After sighting the whale’s forehead, Ishmael describes it, criss-crossed with scarring and wrinkles, as having the appearance of hieroglyphics. Does he find a meaning there?
“If then, Sir William Jones, who read in thirty languages, could not read the simplest peasant’s face in its profounder and more subtle meanings, how may unlettered Ishmael hope to read the awful Chaldee of the Sperm Whale’s brow? I put that brow before you. Read it if you can.”
Again, the emphasis is placed on you, the reader. Ishmael is our only link into this world, if he can offer no explanation of the whale, then we must render our own. Personally, I feel the author’s links with Job are too strong to be ignored. By the end of the novel, Ishmael has endured his tribulations and survived. He has faced reality, inscrutable, incomprehensible and ungovernable. He has stood fast in the face of madness, hatred and insanity and come to an abiding conclusion: “There is a wisdom that is woe; but there is a woe that is madness.” He has learned acceptance. The knowledge that raging against the world, against the unreasoning disasters and ambiguity that we all endure at times, can lead only to self-destruction, the “woe that is madness”.
Thus we come to Ahab, at once a tragic figure and a villain. Again, we see Melville aptly naming his characters. Ahab was the wicked King of Israel that, swept along by the unrelenting force of his wife Jezebel, committed unspeakable acts of cold violence and destroyed the lives of others to attain his desires.
When we first meet Ahab, he resembles a tragic figure: mutilated by the great whale, lost to the wife and family he has left behind. There is hope though, glimmers of nobility beneath the covering veils of hatred and wrath. Soon though, we see that he is consumed, willing to put his crew through any dangers, willing to sacrifice them all for that one chance to face down his nemesis. He even abandons his religion, his obsession pushing him to abandon his pacifist, Quaker roots and risk all to slake his thirst for vengeance.
His final words, oft-quoted (hello, Star Trek II: The Wrath of Khan) neatly encapsulate how little is left of the man. This is now a collection of meat and bones, glued together only by hate, fury and an unreasoning desire for revenge.
“To the last I grapple with thee; from hell’s heart I stab at thee; for hate’s sake I spit my last breath at thee.”
Knowing he is to die, knowing his crew are condemned along with him, Ahab lunges a spear at his mighty foe, “Thus, I give up the spear!” A final, futile act of bile-fuelled rage. One that brings with it his annihilation.
No longer is Ahab a tragic character, here he has turned absolutely to villainy, despising the lives of others and offering them up on the altar of his malice.
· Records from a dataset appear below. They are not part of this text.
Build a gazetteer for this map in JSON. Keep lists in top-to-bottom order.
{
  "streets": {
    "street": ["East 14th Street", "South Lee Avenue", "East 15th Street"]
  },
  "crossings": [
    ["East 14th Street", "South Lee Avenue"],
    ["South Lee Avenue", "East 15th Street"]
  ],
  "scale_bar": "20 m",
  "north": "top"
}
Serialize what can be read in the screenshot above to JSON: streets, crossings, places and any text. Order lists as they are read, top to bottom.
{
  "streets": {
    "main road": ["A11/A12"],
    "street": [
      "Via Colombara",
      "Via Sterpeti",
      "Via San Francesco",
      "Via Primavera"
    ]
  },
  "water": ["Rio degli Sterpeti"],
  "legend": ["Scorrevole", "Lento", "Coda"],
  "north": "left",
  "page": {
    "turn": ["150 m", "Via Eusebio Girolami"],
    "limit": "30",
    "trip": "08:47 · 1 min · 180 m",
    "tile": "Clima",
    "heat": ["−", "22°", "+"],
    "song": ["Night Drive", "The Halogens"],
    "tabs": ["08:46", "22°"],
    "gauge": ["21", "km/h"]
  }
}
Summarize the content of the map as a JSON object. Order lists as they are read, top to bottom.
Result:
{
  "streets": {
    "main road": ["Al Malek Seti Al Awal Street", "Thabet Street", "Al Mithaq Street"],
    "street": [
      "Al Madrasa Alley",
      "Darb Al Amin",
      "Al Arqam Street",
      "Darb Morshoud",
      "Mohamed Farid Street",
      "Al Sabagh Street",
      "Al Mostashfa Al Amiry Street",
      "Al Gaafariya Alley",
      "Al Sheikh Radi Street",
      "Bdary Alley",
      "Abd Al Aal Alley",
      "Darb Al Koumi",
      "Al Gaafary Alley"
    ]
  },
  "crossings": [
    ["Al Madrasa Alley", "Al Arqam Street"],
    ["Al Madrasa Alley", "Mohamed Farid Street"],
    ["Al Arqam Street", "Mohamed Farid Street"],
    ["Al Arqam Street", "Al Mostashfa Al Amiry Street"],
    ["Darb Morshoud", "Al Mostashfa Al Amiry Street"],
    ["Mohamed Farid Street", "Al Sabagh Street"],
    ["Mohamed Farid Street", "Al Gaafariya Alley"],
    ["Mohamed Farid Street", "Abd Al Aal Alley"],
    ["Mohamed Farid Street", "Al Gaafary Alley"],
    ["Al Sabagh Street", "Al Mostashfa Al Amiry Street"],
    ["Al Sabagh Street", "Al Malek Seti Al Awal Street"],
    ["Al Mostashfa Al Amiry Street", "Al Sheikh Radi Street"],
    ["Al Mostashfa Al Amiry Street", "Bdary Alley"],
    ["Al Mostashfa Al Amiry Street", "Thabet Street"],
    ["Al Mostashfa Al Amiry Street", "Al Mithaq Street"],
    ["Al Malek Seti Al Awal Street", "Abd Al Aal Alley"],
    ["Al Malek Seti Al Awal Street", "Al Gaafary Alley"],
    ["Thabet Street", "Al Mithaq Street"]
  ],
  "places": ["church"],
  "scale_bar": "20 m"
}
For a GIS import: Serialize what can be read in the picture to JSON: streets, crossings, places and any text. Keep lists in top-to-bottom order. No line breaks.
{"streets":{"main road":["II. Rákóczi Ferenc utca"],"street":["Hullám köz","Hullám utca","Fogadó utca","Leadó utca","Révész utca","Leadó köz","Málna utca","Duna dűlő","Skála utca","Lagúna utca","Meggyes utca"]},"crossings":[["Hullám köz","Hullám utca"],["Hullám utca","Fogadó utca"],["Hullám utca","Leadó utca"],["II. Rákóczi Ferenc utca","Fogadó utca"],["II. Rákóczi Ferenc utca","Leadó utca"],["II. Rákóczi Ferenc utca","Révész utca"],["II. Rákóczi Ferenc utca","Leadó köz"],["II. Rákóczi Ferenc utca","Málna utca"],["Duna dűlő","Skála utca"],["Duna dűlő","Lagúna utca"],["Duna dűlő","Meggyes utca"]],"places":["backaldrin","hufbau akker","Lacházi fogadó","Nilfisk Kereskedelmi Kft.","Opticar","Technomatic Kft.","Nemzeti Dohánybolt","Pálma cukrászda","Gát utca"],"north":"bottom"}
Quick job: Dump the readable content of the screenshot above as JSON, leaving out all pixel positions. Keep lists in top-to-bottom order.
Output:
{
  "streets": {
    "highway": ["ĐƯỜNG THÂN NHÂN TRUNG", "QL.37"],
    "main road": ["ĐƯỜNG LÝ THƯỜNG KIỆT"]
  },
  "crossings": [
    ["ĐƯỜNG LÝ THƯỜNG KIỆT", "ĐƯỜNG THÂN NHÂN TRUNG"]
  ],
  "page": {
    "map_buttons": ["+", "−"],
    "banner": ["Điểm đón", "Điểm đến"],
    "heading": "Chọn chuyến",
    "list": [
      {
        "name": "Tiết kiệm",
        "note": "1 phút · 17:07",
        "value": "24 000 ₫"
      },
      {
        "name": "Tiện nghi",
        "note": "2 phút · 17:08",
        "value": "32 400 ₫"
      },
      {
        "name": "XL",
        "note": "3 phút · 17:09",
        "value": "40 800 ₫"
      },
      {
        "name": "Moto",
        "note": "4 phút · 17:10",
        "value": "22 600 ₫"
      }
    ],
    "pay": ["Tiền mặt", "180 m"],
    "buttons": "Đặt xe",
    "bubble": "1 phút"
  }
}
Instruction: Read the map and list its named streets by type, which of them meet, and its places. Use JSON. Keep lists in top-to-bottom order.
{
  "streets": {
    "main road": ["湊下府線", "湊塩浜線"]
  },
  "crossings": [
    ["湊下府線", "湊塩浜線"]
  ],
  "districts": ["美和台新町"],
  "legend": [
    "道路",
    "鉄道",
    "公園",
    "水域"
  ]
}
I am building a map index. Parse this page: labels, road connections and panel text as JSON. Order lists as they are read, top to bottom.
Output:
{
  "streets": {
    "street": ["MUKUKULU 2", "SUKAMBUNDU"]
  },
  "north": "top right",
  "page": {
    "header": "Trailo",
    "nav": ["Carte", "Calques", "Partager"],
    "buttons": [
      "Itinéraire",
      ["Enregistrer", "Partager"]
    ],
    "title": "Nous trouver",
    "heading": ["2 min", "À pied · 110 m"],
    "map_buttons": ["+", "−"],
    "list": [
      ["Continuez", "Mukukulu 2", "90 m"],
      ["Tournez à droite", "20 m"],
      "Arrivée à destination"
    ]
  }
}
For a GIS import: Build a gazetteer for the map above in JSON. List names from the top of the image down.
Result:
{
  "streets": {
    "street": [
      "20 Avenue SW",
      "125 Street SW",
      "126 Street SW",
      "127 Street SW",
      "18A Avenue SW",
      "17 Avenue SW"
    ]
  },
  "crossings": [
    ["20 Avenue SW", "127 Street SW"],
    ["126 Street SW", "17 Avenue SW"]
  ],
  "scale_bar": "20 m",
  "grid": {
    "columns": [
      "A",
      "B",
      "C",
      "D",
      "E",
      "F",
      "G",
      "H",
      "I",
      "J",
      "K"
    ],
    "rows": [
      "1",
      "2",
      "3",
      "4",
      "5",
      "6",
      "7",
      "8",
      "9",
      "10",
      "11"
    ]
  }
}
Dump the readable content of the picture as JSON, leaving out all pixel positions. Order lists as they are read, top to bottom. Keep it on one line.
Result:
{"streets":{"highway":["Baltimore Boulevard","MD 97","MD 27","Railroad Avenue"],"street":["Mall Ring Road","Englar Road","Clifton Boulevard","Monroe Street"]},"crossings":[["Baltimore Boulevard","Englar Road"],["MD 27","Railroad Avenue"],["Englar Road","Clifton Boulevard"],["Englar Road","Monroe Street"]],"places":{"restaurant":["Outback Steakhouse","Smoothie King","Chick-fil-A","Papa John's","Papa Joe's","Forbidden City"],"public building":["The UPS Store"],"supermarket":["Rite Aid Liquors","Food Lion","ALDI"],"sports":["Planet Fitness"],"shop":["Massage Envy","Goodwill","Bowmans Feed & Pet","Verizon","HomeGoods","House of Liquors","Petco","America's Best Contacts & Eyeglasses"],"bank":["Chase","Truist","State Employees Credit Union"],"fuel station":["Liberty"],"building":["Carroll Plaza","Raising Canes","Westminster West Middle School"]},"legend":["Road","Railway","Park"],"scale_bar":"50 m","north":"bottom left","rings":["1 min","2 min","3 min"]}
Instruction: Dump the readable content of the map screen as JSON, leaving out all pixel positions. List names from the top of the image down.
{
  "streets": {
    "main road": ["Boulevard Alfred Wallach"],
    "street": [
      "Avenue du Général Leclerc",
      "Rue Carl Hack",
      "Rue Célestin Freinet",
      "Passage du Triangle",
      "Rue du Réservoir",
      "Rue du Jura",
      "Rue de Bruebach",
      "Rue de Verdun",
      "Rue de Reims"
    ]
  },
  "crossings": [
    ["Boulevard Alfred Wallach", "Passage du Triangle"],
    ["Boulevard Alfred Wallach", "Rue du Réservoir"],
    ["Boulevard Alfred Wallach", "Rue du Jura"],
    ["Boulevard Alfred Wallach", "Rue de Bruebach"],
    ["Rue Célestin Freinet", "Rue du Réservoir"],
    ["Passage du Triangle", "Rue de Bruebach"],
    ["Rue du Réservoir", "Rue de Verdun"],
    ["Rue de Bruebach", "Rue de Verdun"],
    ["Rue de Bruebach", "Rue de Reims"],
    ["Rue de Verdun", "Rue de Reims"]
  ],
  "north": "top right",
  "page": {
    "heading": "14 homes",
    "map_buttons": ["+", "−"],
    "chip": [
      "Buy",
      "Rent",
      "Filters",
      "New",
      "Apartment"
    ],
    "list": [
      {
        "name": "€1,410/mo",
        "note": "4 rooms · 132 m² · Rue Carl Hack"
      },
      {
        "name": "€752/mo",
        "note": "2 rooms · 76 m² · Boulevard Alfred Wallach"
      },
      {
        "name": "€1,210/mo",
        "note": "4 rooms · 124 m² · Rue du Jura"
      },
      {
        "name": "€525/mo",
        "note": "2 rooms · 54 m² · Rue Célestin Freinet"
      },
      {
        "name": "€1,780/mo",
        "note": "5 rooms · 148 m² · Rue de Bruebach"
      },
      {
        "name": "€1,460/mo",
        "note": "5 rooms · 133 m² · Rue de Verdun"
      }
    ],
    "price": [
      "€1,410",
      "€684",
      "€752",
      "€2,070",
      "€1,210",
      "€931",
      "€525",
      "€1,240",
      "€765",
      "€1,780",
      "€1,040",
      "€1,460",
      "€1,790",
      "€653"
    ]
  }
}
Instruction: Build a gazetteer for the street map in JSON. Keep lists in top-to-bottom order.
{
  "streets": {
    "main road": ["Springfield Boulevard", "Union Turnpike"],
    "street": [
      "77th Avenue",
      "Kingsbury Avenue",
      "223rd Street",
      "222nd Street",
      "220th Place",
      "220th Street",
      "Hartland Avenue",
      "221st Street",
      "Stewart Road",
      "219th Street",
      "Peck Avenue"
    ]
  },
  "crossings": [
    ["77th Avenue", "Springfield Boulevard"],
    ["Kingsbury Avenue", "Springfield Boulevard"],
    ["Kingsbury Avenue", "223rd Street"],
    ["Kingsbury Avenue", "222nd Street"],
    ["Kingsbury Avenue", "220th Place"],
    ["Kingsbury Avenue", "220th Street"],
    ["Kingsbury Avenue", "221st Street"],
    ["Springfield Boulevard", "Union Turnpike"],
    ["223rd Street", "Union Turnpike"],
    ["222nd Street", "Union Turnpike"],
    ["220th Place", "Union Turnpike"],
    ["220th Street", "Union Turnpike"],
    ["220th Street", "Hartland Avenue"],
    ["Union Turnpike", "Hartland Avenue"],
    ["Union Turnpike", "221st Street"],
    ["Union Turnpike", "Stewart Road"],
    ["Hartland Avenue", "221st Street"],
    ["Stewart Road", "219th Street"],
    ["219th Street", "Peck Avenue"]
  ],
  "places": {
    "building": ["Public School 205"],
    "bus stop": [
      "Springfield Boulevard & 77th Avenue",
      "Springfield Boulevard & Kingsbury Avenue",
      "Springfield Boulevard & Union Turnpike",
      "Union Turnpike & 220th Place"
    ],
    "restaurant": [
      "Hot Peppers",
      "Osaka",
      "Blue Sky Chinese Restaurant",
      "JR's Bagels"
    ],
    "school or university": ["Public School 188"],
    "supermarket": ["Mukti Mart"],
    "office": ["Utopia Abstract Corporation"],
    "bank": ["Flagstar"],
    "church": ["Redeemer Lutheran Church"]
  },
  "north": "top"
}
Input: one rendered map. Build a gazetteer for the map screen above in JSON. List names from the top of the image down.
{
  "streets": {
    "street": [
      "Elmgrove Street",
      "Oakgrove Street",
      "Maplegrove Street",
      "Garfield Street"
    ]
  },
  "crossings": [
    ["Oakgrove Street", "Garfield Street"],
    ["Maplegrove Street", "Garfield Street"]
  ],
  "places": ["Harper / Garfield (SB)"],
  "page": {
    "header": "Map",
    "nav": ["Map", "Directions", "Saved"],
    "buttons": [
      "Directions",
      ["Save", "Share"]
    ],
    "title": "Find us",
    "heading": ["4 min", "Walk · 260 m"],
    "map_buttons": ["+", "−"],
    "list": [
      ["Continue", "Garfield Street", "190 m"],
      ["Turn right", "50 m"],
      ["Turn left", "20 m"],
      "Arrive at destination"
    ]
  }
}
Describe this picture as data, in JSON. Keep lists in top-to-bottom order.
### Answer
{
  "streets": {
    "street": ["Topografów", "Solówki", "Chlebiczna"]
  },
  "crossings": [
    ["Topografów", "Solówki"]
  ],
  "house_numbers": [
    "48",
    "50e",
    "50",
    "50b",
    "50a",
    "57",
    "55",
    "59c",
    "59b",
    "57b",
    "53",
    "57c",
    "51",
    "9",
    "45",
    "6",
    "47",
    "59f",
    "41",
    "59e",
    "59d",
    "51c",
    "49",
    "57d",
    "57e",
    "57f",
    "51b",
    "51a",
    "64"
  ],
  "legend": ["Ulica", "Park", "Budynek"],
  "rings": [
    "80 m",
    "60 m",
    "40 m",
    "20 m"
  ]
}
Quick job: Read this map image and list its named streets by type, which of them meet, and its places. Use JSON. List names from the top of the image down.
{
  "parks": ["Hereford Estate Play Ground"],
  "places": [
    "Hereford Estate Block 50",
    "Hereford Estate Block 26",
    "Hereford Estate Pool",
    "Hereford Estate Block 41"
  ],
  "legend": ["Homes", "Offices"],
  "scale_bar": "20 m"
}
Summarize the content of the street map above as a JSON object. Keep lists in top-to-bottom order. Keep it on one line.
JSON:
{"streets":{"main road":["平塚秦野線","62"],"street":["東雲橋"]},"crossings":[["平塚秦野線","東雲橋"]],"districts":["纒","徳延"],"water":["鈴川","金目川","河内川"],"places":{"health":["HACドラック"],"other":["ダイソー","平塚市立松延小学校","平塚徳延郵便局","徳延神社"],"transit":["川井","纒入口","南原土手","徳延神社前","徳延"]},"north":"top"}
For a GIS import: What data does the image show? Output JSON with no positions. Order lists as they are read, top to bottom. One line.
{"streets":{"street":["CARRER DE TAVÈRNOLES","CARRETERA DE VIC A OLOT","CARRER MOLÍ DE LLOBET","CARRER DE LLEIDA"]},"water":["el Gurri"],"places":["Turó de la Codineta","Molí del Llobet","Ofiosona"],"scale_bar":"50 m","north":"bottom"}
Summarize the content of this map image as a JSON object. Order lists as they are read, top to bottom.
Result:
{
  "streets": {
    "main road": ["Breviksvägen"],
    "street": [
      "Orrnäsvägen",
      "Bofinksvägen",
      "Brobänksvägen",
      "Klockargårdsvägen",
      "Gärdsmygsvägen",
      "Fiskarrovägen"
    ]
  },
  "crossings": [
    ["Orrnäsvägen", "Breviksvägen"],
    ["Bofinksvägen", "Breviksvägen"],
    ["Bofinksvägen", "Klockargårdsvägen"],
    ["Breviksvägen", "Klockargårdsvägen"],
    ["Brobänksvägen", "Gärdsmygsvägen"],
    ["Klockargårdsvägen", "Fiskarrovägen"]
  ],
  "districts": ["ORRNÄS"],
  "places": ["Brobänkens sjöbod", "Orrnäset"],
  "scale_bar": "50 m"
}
Moby Dick is not an easy read. I didn’t even find it an enjoyable book. But it is an important one, important in its themes (the futility of hatred, the self-destruction of vengeance, the dangers of obsession), important as an example of intelligent, beautifully constructed (if at times in-elegant, ponderous and labyrinthine) prose, and important for its ambiguity. If ever a book left itself open to personal interpretation and fought desperately against dogmatic analysis, it is this one. No two people will read this novel and come to the same conclusions. No two people will feel the same about Ahab, Ishmael and the assorted crew of the Pequod. As a platform for debate, I’ve read little that equals it.
Maybe that’s the secret. Maybe the real white whale is Melville himself, his intentions, motives and the meaning behind his masterwork.